Trafiłeś do drugoligowego SMS-u, ale twoje wyniki były dalekie od zadowalających. To efekt tego, że zmieniło się ISQ, czy też może żużel na tyle ci odjechał z bieżących spraw, że trochę ci modsi mieli przewagę?
Może nie tyle odjechał żużel, co po prostu nie ma na co dzień tyle czasu, by śledzić to, co się dzieje w naszym sporcie.
Mimo wyników byłeś pewniakiem do składu, bo takie było założenie drużyny SMS. Twoim zdaniem to dobre miejsce dla początkujących i takich wracających dinozaurów?
Myślę, że SMS jest idealnym miejscem dla tych, którzy chcą zacząć przygodę z ISQ albo po prostu chcą wrócić po iluś latach, by po prostu świetnie się bawić. Trenerzy w SMS są z najwyższej półki, nie mogę też tutaj zapomnieć o kolegach z drużyny, bo to naprawdę fajni ludzie, od których można się wiele nauczyć.
Zostajesz w zespole na kolejny sezon?
Jeśli trener Witek uzna mnie za osobę, która jest potrzebna zespołowi, to zostaję!
To teraz pozostaje wyżej zawiesić sobie poprzeczkę.
I to zdecydowanie!
Może kluczem do sukcesów w kolejnym sezonie będzie baczne śledzenie mediów żużlowych w tym roku?
Staram się śledzić dużo i też jak najwięcej czytać, ale nie da się wszystkiego. Zawsze gdzieś w ciągu dnia coś umknie człowiekowi.
Tylko żużel jest w twoim sercu, czy interesujesz się innymi sportami?

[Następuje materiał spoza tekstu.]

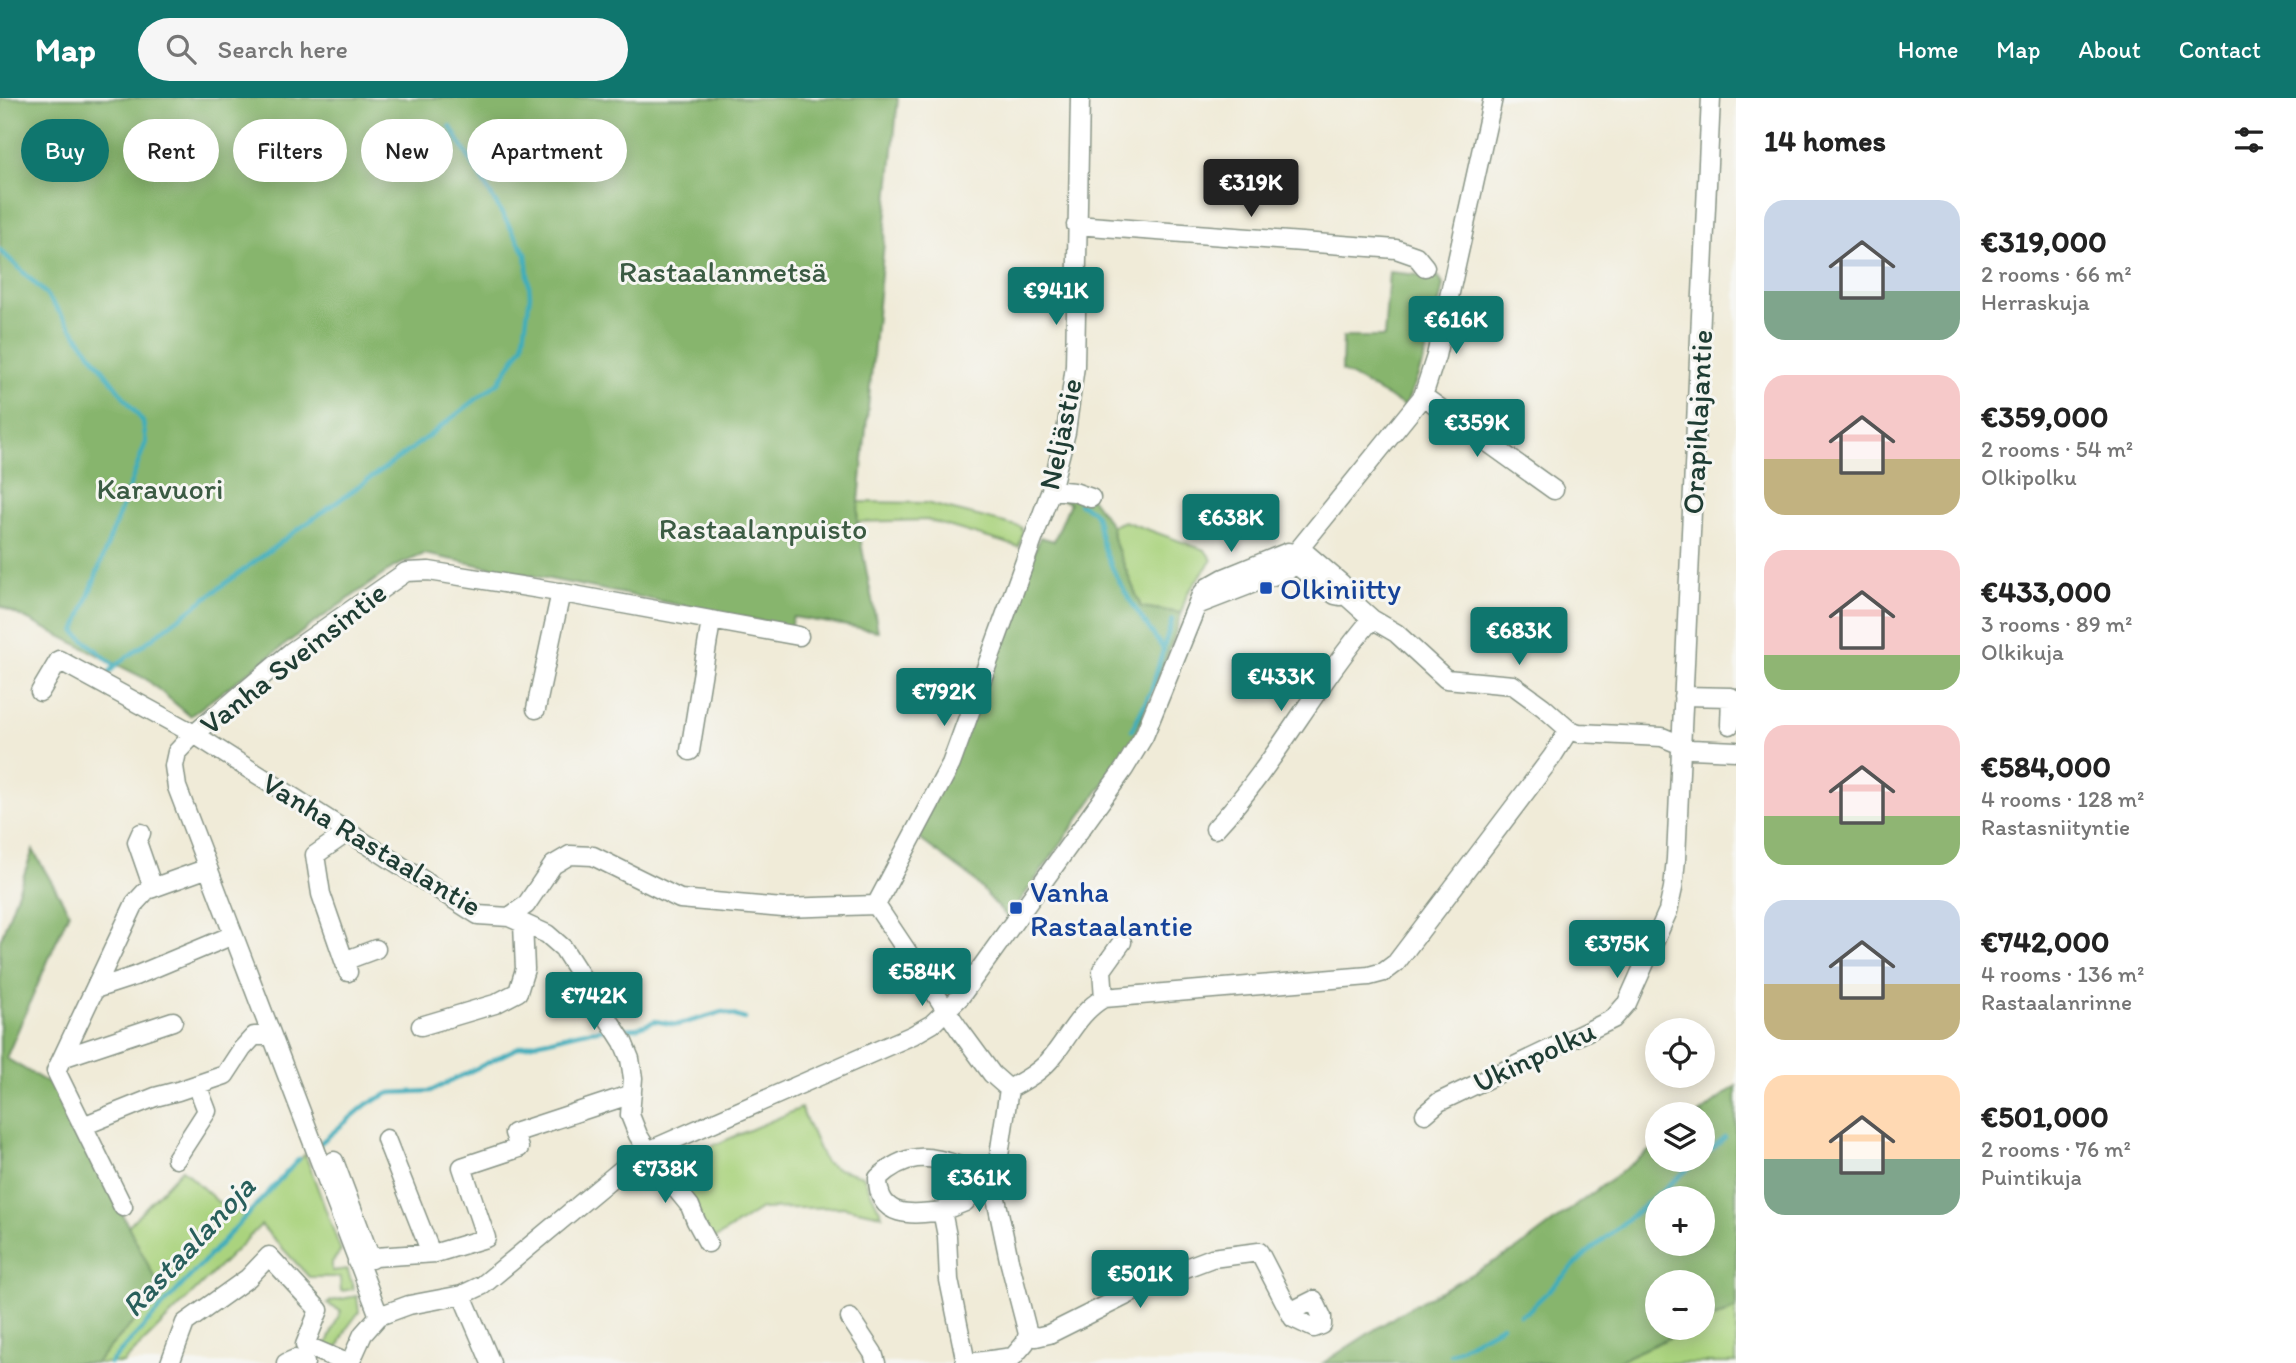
<!DOCTYPE html>
<meta charset="utf-8">
<style>
:root{--surface:#fff;--page:#f6f6f6;--text:#222;--muted:#767676;--accent:#0f766e}
body{margin:0;font-family:Itim,sans-serif;background:var(--page);color:var(--text);height:100vh;display:flex;flex-direction:column;font-size:26px;white-space:nowrap}
*{box-sizing:border-box;margin:0}
p{font-size:23px;color:var(--muted)}
.icon{flex:none;width:38px;height:38px;fill:none;stroke:currentColor;stroke-width:2;stroke-linecap:round;stroke-linejoin:round}
.map{position:relative;flex:1;overflow:hidden}
.panel{display:flex;flex-direction:column;background:var(--surface);width:560px}
.panel>*{flex:none}
.top-card{position:absolute;left:21px;top:21px;width:665px;height:63px;display:flex;gap:14px}
.fabs{position:absolute;left:1645px;top:920px;display:grid;gap:14px}
.fabs a{display:grid;place-items:center;width:70px;height:70px;border-radius:50%;background:var(--surface);box-shadow:0 4px 18px #0003;font-size:35px}
.price{position:absolute;translate:-50% -60px;padding:0 16px;border-radius:7px;background:var(--accent);color:#fff;font-size:23px;line-height:46px;filter:drop-shadow(0 2px 4px #0008)}
.price::after{content:'';position:absolute;left:50%;top:42px;width:21px;height:16px;margin-left:-10px;background:inherit;clip-path:polygon(0 0,100% 0,50% 100%)}
.price.active{background:#222;color:#fff}
ul{padding:0;list-style:none}
li{display:flex;align-items:center;gap:21px;height:175px;padding:0 28px}
li span{display:grid;place-items:center;flex:none;width:196px;height:140px;border-radius:21px;color:#555}
li>.icon{margin-inline-start:auto}
span .icon{width:84px;height:84px;fill:#fffc;stroke-width:1}
li b{font-size:30px}
h2{display:flex;justify-content:space-between;align-items:center;height:84px;padding:0 28px;font-size:30px}
.chip{padding:0 24px;border-radius:32px;background:var(--surface);box-shadow:0 4px 18px #0003;font-size:24px;line-height:63px}
.chip.active{background:var(--accent);color:#fff}
header{display:flex;align-items:center;gap:42px;box-sizing:border-box;height:98px;padding:0 35px;background:var(--accent);color:#fff}
header strong{font-size:33px}
nav{display:flex;gap:38px;margin-inline-start:auto;font-size:24px}
.search{width:490px;height:63px;background:var(--page);display:flex;align-items:center;gap:18px;box-sizing:border-box;padding:0 24px;border-radius:38px;color:var(--muted);font-size:26px}
main{display:flex;flex:1;min-height:0}
.map>svg:first-child{display:block}
.green{fill:#aad37e;stroke:#648859;stroke-width:2}
.forest{fill:#87b56d;stroke:#537950;stroke-width:2;fill-rule:evenodd}
.lines{fill:none;stroke-linecap:round;stroke-linejoin:round}
.stream{stroke:#3eadbb;stroke-width:4.5}
.minor-casing{stroke:#889486;stroke-width:21}
.minor{stroke:#fff;stroke-width:18}
.transit-dot{fill:#1a4fb4;stroke:#f6f6f2;stroke-width:2.5}
.labels{text-anchor:middle;dominant-baseline:central;stroke-width:6;stroke-linejoin:round;paint-order:stroke}
.park-label{font-size:30px;fill:#3b5b43;stroke:#f6f6f2}
.street-label{font-size:30px;fill:#1f3d34;stroke:#f6f6f2}
.transit-label{font-size:30px;fill:#164399;stroke:#f6f6f2;text-anchor:start}
.water-label{font-size:32px;font-style:italic;fill:#285f5c;stroke:#f6f6f2}
</style>
<header>
<strong>Map</strong>
<div class="search"><svg class="icon" aria-label="search" viewBox="0 0 24 24"><circle cx="10" cy="10" r="6"/><path d="M15 15l6 6"/></svg>Search here</div>
<nav><a>Home</a><a>Map</a><a>About</a><a>Contact</a></nav>
</header>
<main>
<div class="map">
<svg width="1736" height="1265" viewBox="0 0 1736 1265">
<rect width="100%" height="100%" fill="#f6f6f2"/>
<filter id="ink" filterUnits="userSpaceOnUse"><feTurbulence type="fractalNoise" baseFrequency=".0143" numOctaves="2"/><feDisplacementMap in="SourceGraphic" scale="14" xChannelSelector="R" yChannelSelector="G"/><feConvolveMatrix kernelMatrix="1 2 1 2 8 2 1 2 1" color-interpolation-filters="sRGB"/></filter>
<filter id="wash" filterUnits="userSpaceOnUse"><feTurbulence type="fractalNoise" baseFrequency=".00686" numOctaves="4" result="noise"/><feDisplacementMap in="SourceGraphic" scale="28" xChannelSelector="R" yChannelSelector="G"/><feGaussianBlur stdDeviation="1.57" result="paint"/><feColorMatrix in="noise" values="0 0 0 0 0 0 0 0 0 0 0 0 0 0 0 0 0 1.4 0 .05"/><feComposite in="paint" operator="in"/></filter>
<g filter="url(#wash)">
<rect width="100%" height="100%" fill="#f0ebd8"/>
<!-- green -->
<path class="green" d="M858 404 926 405 1021 429 1023 434 1019 449 927 422 857 424Z
M1124 423 1205 452 1212 462 1187 496 1181 515 1141 509 1113 440 1112 428Z
M801 1010 824 1063 835 1070 863 1078 882 1117 843 1109 761 1111 708 1145 670 1066Z
M305 1056 341 1153 332 1164V1173L347 1171 354 1191 341 1193 340 1179H309L261 1127 123 1265H95L161 1194 128 1128 182 1071 218 1104 246 1118Z
M357 1198 359 1214 347 1230 336 1254 325 1249 341 1213 327 1206 331 1203Z
M1736 1210V1265H1613L1691 1230H1703V1225Z"/>
<!-- forest -->
<path class="forest" d="M0 0H898L857 424 878 533 793 519 790 529 424 456 394 469 314 525 190 618 146 581 0 508Z
M1389 174 1439 179 1443 187C1434 231 1424 268 1405 308L1342 273 1343 239H1384Z
M1049 397 1091 400 1112 428 1113 440 1141 509 1181 515 1174 540 1133 644 1008 820 971 779 918 740 1040 439 1054 443 1070 405Z
M33 752 69 814 6 960 58 991 162 1194 95 1265H0V843Z
M1736 988V1210L1703 1225V1185H1657V1230H1691L1613 1265H1323L1405 1212 1516 1152 1657 1047V1062H1703V1017H1698ZM1657 1101H1703V1146H1657Z"/>
<g class="lines">
<!-- stream -->
<path class="stream" d="M0 152 44 194 143 324 146 344 75 534 115 568
M1079 406C1103 415 1095 423 1102 444 1115 484 1140 518 1164 552
M108 576 115 568 163 532 289 438 410 352 499 284 523 247 530 197 526 156 450 28
M1132 632 1151 593 1172 522
M621 931 637 930 655 923 677 927 723 914 745 921
M318 1047 367 1006 390 995 431 993 519 949 582 934 605 931
M1703 1059 1725 1040
M1520 1217 1528 1213 1586 1156 1699 1062
M1450 1256 1502 1227
M110 1265 299 1061"/>
</g>
</g>
<g filter="url(#ink)">
<g class="lines">
<!-- minor casing -->
<g class="minor-casing">
<path id="minor" d="M1076 127 1396 151 1416 158 1425 169
M1423 298 1554 392
M1051 392 1074 394 1091 400
M1300 450 1342 486 1344 496 1372 521 1396 535 1446 581 1513 587 1543 609 1569 632 1579 635 1662 639 1691 651 1736 653
M1295 466 1335 497 1340 498 1344 496
M1197 507 1288 472 1295 466V456L1423 298 1436 258 1493 0
M40 594 59 562 194 636 478 817 509 819 526 807 553 767 570 757 593 758 680 801 783 810 876 807 959 931 992 976 1009 991C1025 982 1042 973 1053 958 1069 938 1081 912 1104 900L1369 878 1384 874 1396 865 1552 659 1569 632
M1683 598 1731 599 1730 627
M536 611 561 494
M690 653 711 523
M1215 731C1275 667 1315 587 1372 521
M141 735 137 744 153 790
M876 807 951 666 1051 392 1066 334 1075 268 1080 0
M509 819 547 836 563 850 623 944 630 961 633 980 630 1017 638 1037 656 1066 690 1108 696 1123 708 1145
M344 863 376 851
M348 874 321 796 315 757 348 734
M95 891 135 878 233 837
M1104 900 1102 872 1122 844
M421 928 495 906 518 894 525 871 523 826
M62 960 173 923
M1009 991 994 1091 1009 1162 1028 1236
M1425 1016 1439 1004 1613 921 1627 905 1668 813 1673 790 1676 761 1711 0
M83 1028 155 999 178 993 225 977 242 951 254 938H271
M386 1041 431 1155
M176 1061 207 1013 197 987
M334 1063 371 1161
M123 1109 56 973 135 805 147 792 208 770
M942 1113C912 1117 878 1121 878 1080 905 1055 927 1056 960 1068L966 1087 974 1094 994 1091
M357 1164 375 1159 436 1155 486 1140 462 1069 519 1050 514 1035 632 996
M462 1197 491 1265
M379 1218 177 689 174 668 177 654 194 636 291 554 406 474 429 473 552 493 799 538
M850 1220 873 1255 876 1265
M1028 1236 1036 1239 1049 1236 1167 1177 1212 1160 1259 1154 1290 1214 1293 1220 1314 1230 1322 1227V1219L1314 1202 1290 1214
M170 1265 185 1225 248 1180 269 1158 319 1212 305 1247 347 1265
M286 1265 295 1261 305 1265
M350 1265 363 1236 379 1218 409 1207 462 1197 483 1187 632 1063 648 1053 913 937 932 926 960 899 1124 671 1144 638 1201 497 1208 489 1224 480 1288 454 1295 456
M966 1265 949 1182 947 1138 942 1113 965 1104 974 1094
M969 1265 1013 1259 1025 1245 1028 1236"/>
</g>
<!-- minor -->
<use href="#minor" class="minor"/>
</g>
</g>
<!-- markers -->
<g class="transit-dot">
<rect x="1259" y="483" width="14" height="14" rx="3.5"/>
<rect x="1009" y="803" width="14" height="14" rx="3.5"/>
</g>
<g class="labels">
<!-- park labels -->
<g class="park-label">
<text x="723" y="173">Rastaalanmetsä</text>
<text x="160" y="390">Karavuori</text>
<text x="763" y="430">Rastaalanpuisto</text>
</g>
<!-- street labels -->
<g class="street-label">
<text transform="translate(1697 324) rotate(-87)">Orapihlajantie</text>
<text transform="translate(1060 336) rotate(-78)">Neljästie</text>
<text transform="translate(293 560) rotate(-38)">Vanha Sveinsintie</text>
<text transform="translate(372 746) rotate(31)">Vanha Rastaalantie</text>
<text transform="translate(1534 958) rotate(-25)">Ukinpolku</text>
</g>
<!-- transit labels -->
<g class="transit-label">
<text x="1280" y="490">Olkiniitty</text>
<text x="1030" y="793">Vanha<tspan x="1030" dy="34">Rastaalantie</tspan></text>
</g>
<!-- water labels -->
<g class="water-label">
<text transform="translate(188 1148) rotate(-47)">Rastaalanoja</text>
</g>
</g>
</svg>
<div class="fabs">
<a><svg class="icon" aria-label="locate" viewBox="0 0 24 24"><circle cx="12" cy="12" r="6"/><path d="M12 2v4M12 18v4M2 12h4M18 12h4"/></svg></a>
<a><svg class="icon" aria-label="layers" viewBox="0 0 24 24"><path d="M12 4l9 5-9 5-9-5zM3 14l9 5 9-5"/></svg></a>
<a>+</a>
<a>−</a>
</div>
<b class="price active" style="left:1251px;top:121px">€319K</b>
<b class="price" style="left:1056px;top:229px">€941K</b>
<b class="price" style="left:1456px;top:258px">€616K</b>
<b class="price" style="left:1477px;top:361px">€359K</b>
<b class="price" style="left:1231px;top:456px">€638K</b>
<b class="price" style="left:1519px;top:569px">€683K</b>
<b class="price" style="left:1281px;top:615px">€433K</b>
<b class="price" style="left:944px;top:630px">€792K</b>
<b class="price" style="left:1617px;top:882px">€375K</b>
<b class="price" style="left:922px;top:910px">€584K</b>
<b class="price" style="left:594px;top:934px">€742K</b>
<b class="price" style="left:665px;top:1107px">€738K</b>
<b class="price" style="left:979px;top:1116px">€361K</b>
<b class="price" style="left:1140px;top:1212px">€501K</b>
<div class="top-card">
<a class="chip active">Buy</a>
<a class="chip">Rent</a>
<a class="chip">Filters</a>
<a class="chip">New</a>
<a class="chip">Apartment</a>
</div>
</div>
<section class="panel">
<h2>14 homes<svg class="icon" aria-label="filters" viewBox="0 0 24 24"><path d="M4 7h16M4 17h16"/><circle cx="9" cy="7" r="2"/><circle cx="15" cy="17" r="2"/></svg></h2>
<ul>
<li><span style="background:linear-gradient(#c9d6e8 65%,#7fa58c 0)"><svg class="icon" aria-label="home" viewBox="0 0 24 24"><path d="M3 11l9-7 9 7M6 9v11h12V9"/></svg></span><div><b>€319,000</b><p>2 rooms · 66 m²</p><p>Herraskuja</p></div></li>
<li><span style="background:linear-gradient(#f6c9c9 60%,#c2b280 0)"><svg class="icon" aria-label="home" viewBox="0 0 24 24"><path d="M3 11l9-7 9 7M6 9v11h12V9"/></svg></span><div><b>€359,000</b><p>2 rooms · 54 m²</p><p>Olkipolku</p></div></li>
<li><span style="background:linear-gradient(#f6c9c9 75%,#8fb573 0)"><svg class="icon" aria-label="home" viewBox="0 0 24 24"><path d="M3 11l9-7 9 7M6 9v11h12V9"/></svg></span><div><b>€433,000</b><p>3 rooms · 89 m²</p><p>Olkikuja</p></div></li>
<li><span style="background:linear-gradient(#f6c9c9 65%,#8fb573 0)"><svg class="icon" aria-label="home" viewBox="0 0 24 24"><path d="M3 11l9-7 9 7M6 9v11h12V9"/></svg></span><div><b>€584,000</b><p>4 rooms · 128 m²</p><p>Rastasniityntie</p></div></li>
<li><span style="background:linear-gradient(#c9d6e8 60%,#c2b280 0)"><svg class="icon" aria-label="home" viewBox="0 0 24 24"><path d="M3 11l9-7 9 7M6 9v11h12V9"/></svg></span><div><b>€742,000</b><p>4 rooms · 136 m²</p><p>Rastaalanrinne</p></div></li>
<li><span style="background:linear-gradient(#ffd9b3 60%,#7fa58c 0)"><svg class="icon" aria-label="home" viewBox="0 0 24 24"><path d="M3 11l9-7 9 7M6 9v11h12V9"/></svg></span><div><b>€501,000</b><p>2 rooms · 76 m²</p><p>Puintikuja</p></div></li>
</ul>
</section>
</main>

Żużel jest tak na co dzień, ale lubię też piłkę nożną, siatkówkę, piłkę ręczną, czy koszykówkę. Mam też duży szacunek do lekkiej atletyki, bo sam trenowałem w przeszłości biegi.
Jesteś z Sulechowa, więc twoje serce bije dla Falubazu. Jak oceniasz skład drużyny i czy widzisz w nim jakiekolwiek słabe strony?
Najsłabszą stroną będą niewątpliwie młodzieżowcy, a reszta drużyny myślę, że robi swoje. Wiadomo jednak, że żużel zna przypadki, kiedy zawodnik miał jeden sezon naprawdę zajebisty, a w kolejnym zaliczył zjazd po równi pochyłej.
Ewentualny brak przepustki drugi rok z rzędu może być totalną katastrofą, prawda?
To może oznaczać dla Zielonej Góry bardzo wiele, bo długie lata w pierwszej lidze, a może i nawet w drugiej. Znamy przykład z siatkówki i to z twojego miasta. Kiedy AZS Częstochowa zaczął miewać problemy, to już nigdy nie wrócił do poziomu, który prezentował za czasów Galaxii czy Wkręt-Metu.
Dziękuję za rozmowę i do zobaczenia na czatach.
Również dziękuję. Korzystając z okazji, chciałbym również podziękować drużynie SMS-u za wspaniały sezon, niewiele brakowało, a znaleźlibyśmy się w finale. Myślę, że tworzymy naprawdę fajną ekipę. Pjona!